Tax-Free Death Benefits: Proceeds of the policy can pass to heirs free of income or capital gains tax. If the plan is properly structured, it can be possible to avoid estate taxes on policy proceeds as well.

Tax-Deferred Earnings: While your policy is in force, the cash building up in your policy is free of current income tax, thus helping your policy cash values grow faster.

Tax-Free Loans:  The cash funds in your policy may be accessed with a policy loan, usually with no tax consequences, as your financial needs might require. We should remind you, though that any policy loans with a balance will reduce your cash surrender value and death benefit until re-paid in full. 

Accumulated value Bonus: Policies with an unloaned accumulated value of $50,000 or more may be credited with an annual bonus equal to 0.5% of the unloaned accumulated value. When the accumulated value exceeds $250,000, an additional 0.5% bonus may be added. This bonus is not guaranteed in the policy and may not be available in all states.  

The plan can be customized with these riders:

Additional Insurance Amount: This feature allows you to set up the plan to increase your specified death benefit each year, either by a flat amount or a percentage. 

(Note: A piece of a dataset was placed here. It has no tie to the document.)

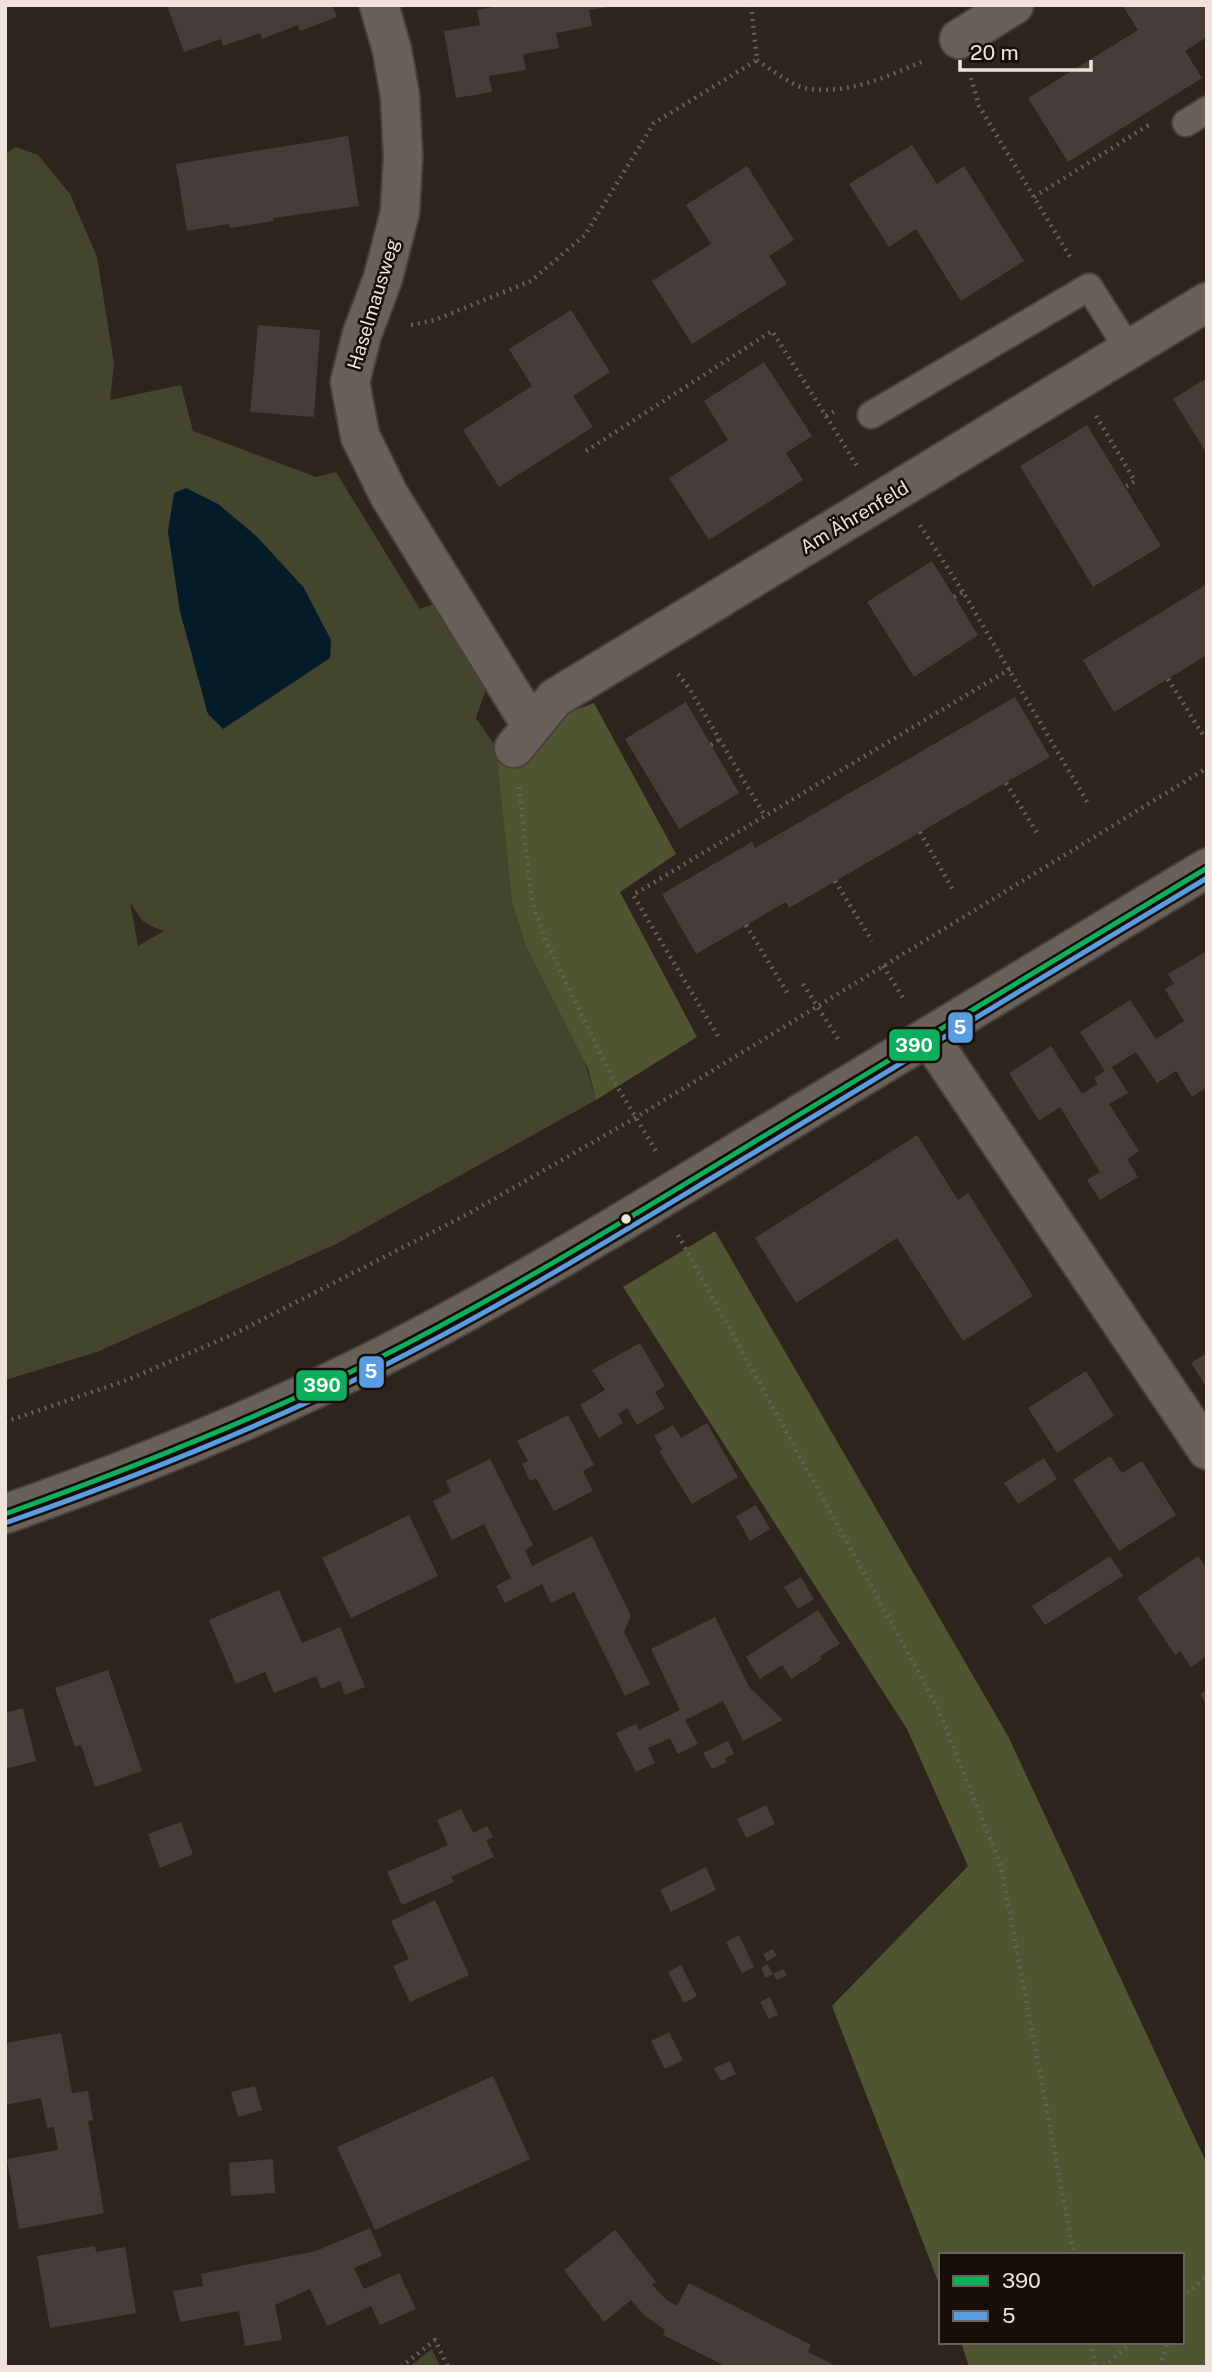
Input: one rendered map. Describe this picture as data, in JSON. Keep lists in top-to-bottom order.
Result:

Joint First-to-Die Term Insurance:  This uses the benefits of affordable term to meet any cash needs at the first death.

Estate Protector: This rider provides life insurance to cover the possible tax liability if the policy value is included in the gross estate for tax purposes. This could happen when there has been a transfer of the policy within the three-year period prior to the surviving insured's death.

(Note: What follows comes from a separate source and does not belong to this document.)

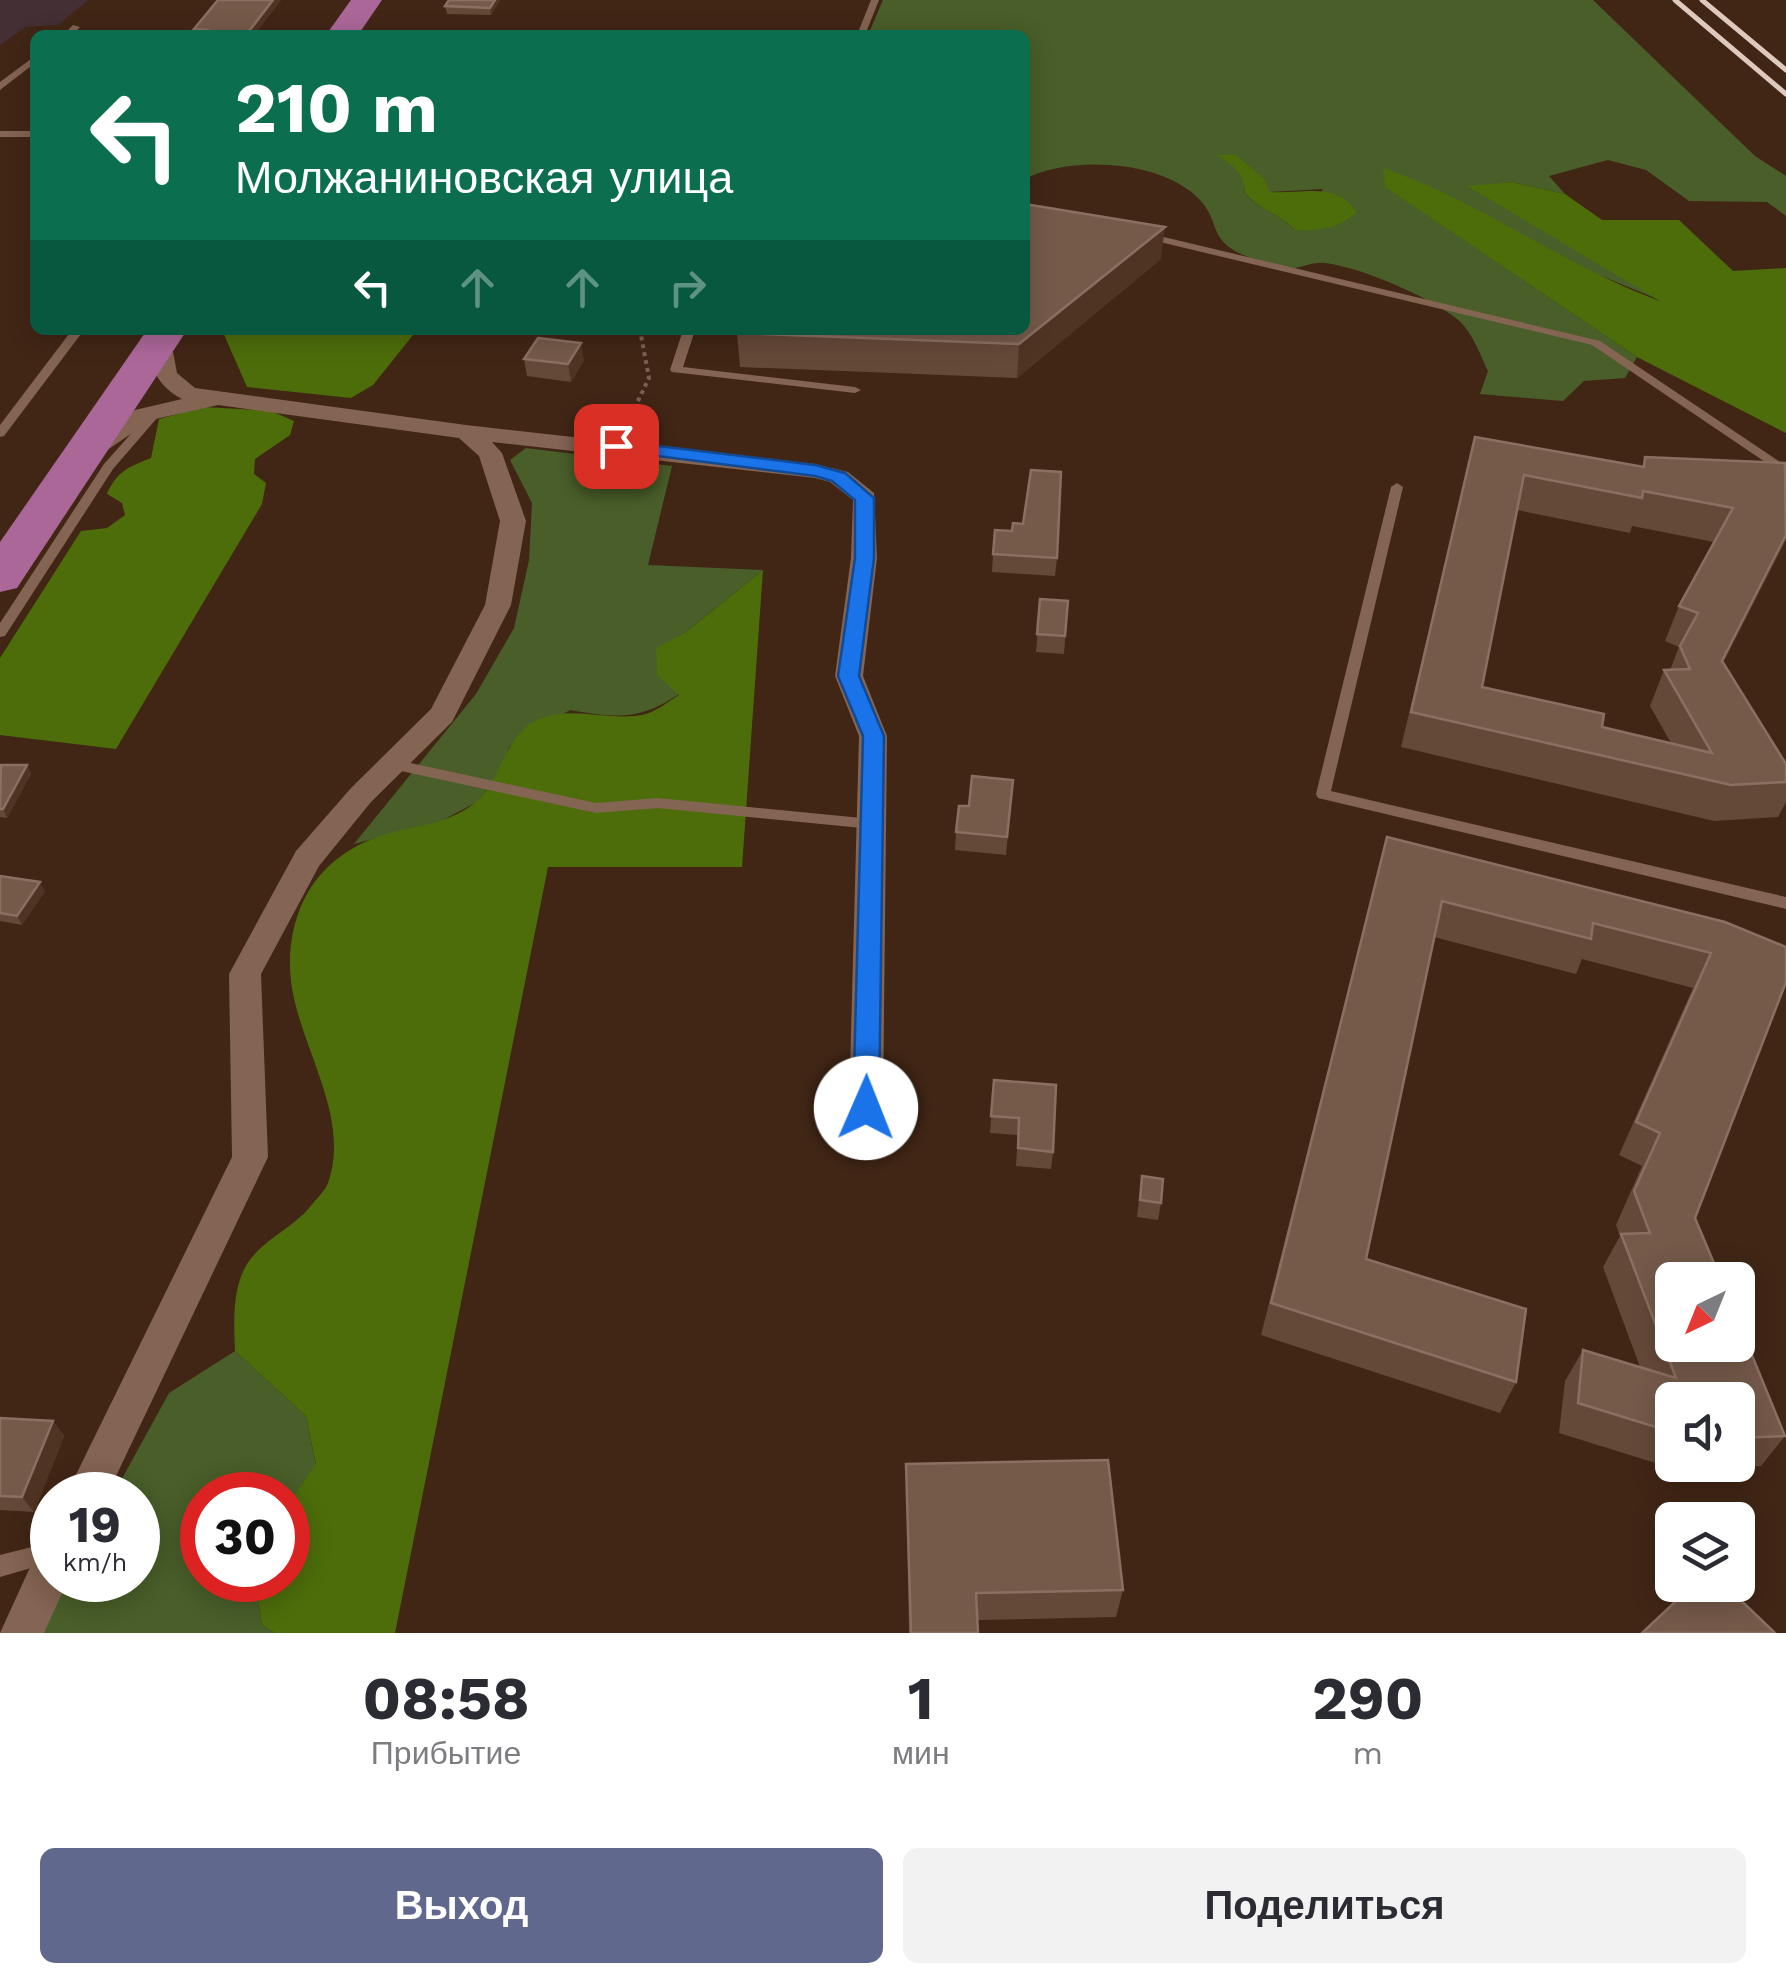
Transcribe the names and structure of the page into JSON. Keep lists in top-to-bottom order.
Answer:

Policy Split Option: Under certain condition, this rider allows your policy to be exchanged for two individual Universal Life policies without evidence of insurability. This may be neccessary in the event of a divorce or a change in tax laws. Each policy will be 50% of the total sum insured prior to the split.

* This information is given to assist persons in understanding the nature of this product type in general terms, and it must not be considered as a binding contract or a copy of the policy in any way.  An issued life insurance contract (policy) that you have purchased from a life insurance company must be viewed as the only contract reflecting your policy, and it must be reviewed for its limitations and benefits between you and the life insurance company. Policy provisions may vary by state and may not be available in your state. Contact us for availability and a review of this plan of security for those you love. The above mentioned life policy is underwritten by Kansas City Life Insurance Company.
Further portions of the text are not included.